## [What this task involves]
Pictures aside, can you reproduce the records word for word?

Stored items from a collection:
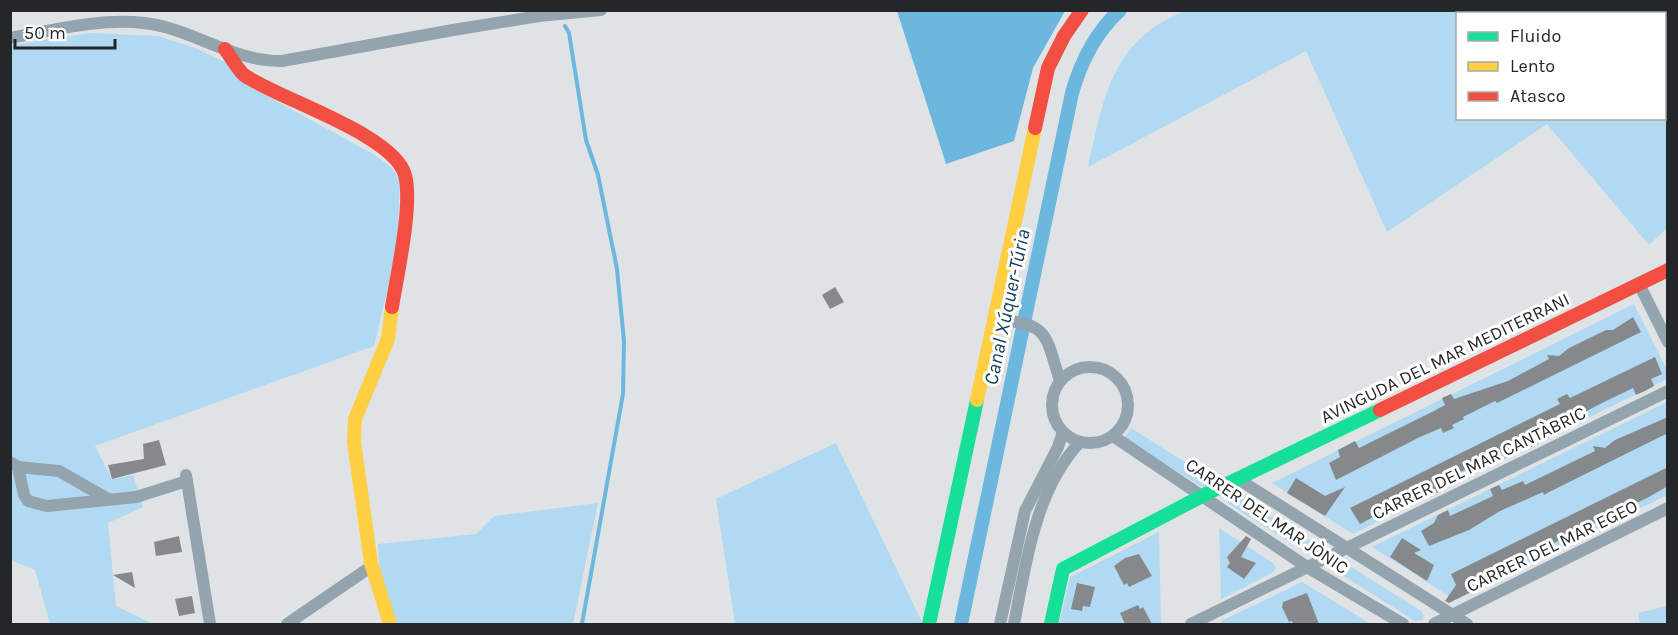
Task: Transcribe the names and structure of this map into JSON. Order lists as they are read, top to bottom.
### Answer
{
  "streets": {
    "street": [
      "AVINGUDA DEL MAR MEDITERRANI",
      "CARRER DEL MAR CANTÀBRIC",
      "CARRER DEL MAR JÒNIC",
      "CARRER DEL MAR EGEO"
    ]
  },
  "crossings": [
    ["AVINGUDA DEL MAR MEDITERRANI", "CARRER DEL MAR JÒNIC"],
    ["CARRER DEL MAR CANTÀBRIC", "CARRER DEL MAR JÒNIC"],
    ["CARRER DEL MAR JÒNIC", "CARRER DEL MAR EGEO"]
  ],
  "water": ["Canal Xúquer-Túria"],
  "legend": ["Fluido", "Lento", "Atasco"],
  "scale_bar": "50 m"
}
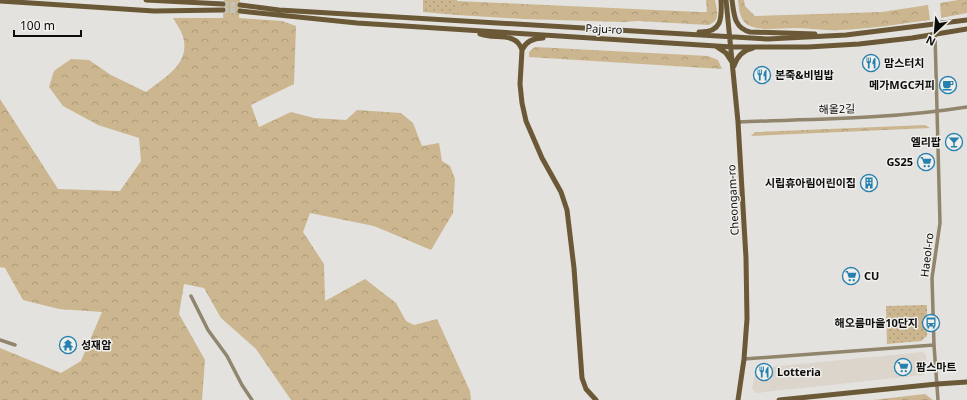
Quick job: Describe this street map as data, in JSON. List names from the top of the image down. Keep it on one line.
{"streets":{"main road":["Paju-ro","Cheongam-ro"],"street":["해올2길","Haeol-ro"]},"crossings":[["Paju-ro","Cheongam-ro"],["Paju-ro","Haeol-ro"],["해올2길","Cheongam-ro"],["해올2길","Haeol-ro"]],"places":{"restaurant":["맘스터치","본죽&비빔밥","Lotteria"],"cafe":["메가MGC커피"],"bar":["엘리팝"],"supermarket":["GS25","CU","팜스마트"],"building":["시립휴아림어린이집"],"bus stop":["해오름마을10단지"],"temple":["성재암"]},"scale_bar":"100 m","north":"bottom left"}
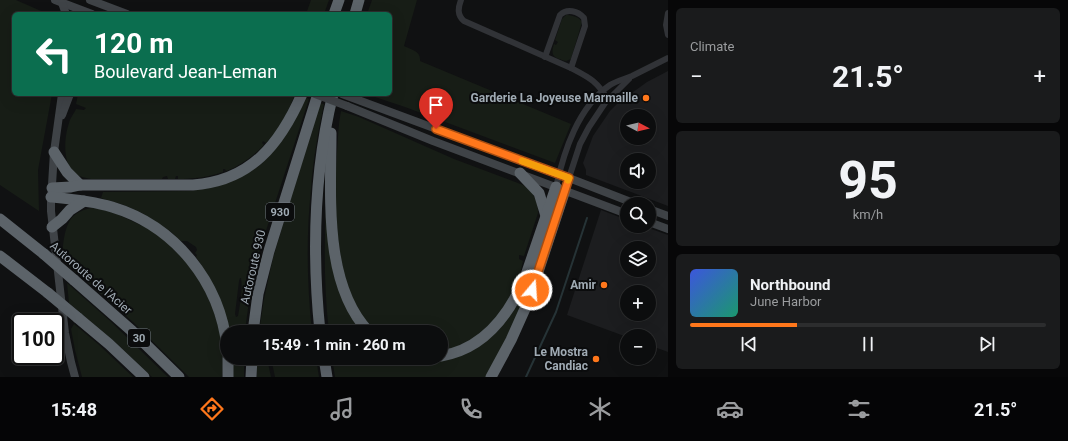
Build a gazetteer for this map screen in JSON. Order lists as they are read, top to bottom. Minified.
{"streets":{"highway":["930","Autoroute 930","Autoroute de l'Acier","30"]},"places":["Garderie La Joyeuse Marmaille","Amir","Le Mostra Candiac"],"north":"right","page":{"tile":["Climate",["95","km/h"]],"turn":["120 m","Boulevard Jean-Leman"],"heat":["−","21.5°","+"],"map_buttons":["+","−"],"song":["Northbound","June Harbor"],"limit":"100","trip":"15:49 · 1 min · 260 m","tabs":["15:48","21.5°"]}}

## [Answer space]
Task: Transcribe the names and structure of this map into JSON. Order lists as they are read, top to bottom.
### Answer
{
  "streets": {
    "street": [
      "AVINGUDA DEL MAR MEDITERRANI",
      "CARRER DEL MAR CANTÀBRIC",
      "CARRER DEL MAR JÒNIC",
      "CARRER DEL MAR EGEO"
    ]
  },
  "crossings": [
    ["AVINGUDA DEL MAR MEDITERRANI", "CARRER DEL MAR JÒNIC"],
    ["CARRER DEL MAR CANTÀBRIC", "CARRER DEL MAR JÒNIC"],
    ["CARRER DEL MAR JÒNIC", "CARRER DEL MAR EGEO"]
  ],
  "water": ["Canal Xúquer-Túria"],
  "legend": ["Fluido", "Lento", "Atasco"],
  "scale_bar": "50 m"
}
Quick job: Describe this street map as data, in JSON. List names from the top of the image down. Keep it on one line.
{"streets":{"main road":["Paju-ro","Cheongam-ro"],"street":["해올2길","Haeol-ro"]},"crossings":[["Paju-ro","Cheongam-ro"],["Paju-ro","Haeol-ro"],["해올2길","Cheongam-ro"],["해올2길","Haeol-ro"]],"places":{"restaurant":["맘스터치","본죽&비빔밥","Lotteria"],"cafe":["메가MGC커피"],"bar":["엘리팝"],"supermarket":["GS25","CU","팜스마트"],"building":["시립휴아림어린이집"],"bus stop":["해오름마을10단지"],"temple":["성재암"]},"scale_bar":"100 m","north":"bottom left"}
Build a gazetteer for this map screen in JSON. Order lists as they are read, top to bottom. Minified.
{"streets":{"highway":["930","Autoroute 930","Autoroute de l'Acier","30"]},"places":["Garderie La Joyeuse Marmaille","Amir","Le Mostra Candiac"],"north":"right","page":{"tile":["Climate",["95","km/h"]],"turn":["120 m","Boulevard Jean-Leman"],"heat":["−","21.5°","+"],"map_buttons":["+","−"],"song":["Northbound","June Harbor"],"limit":"100","trip":"15:49 · 1 min · 260 m","tabs":["15:48","21.5°"]}}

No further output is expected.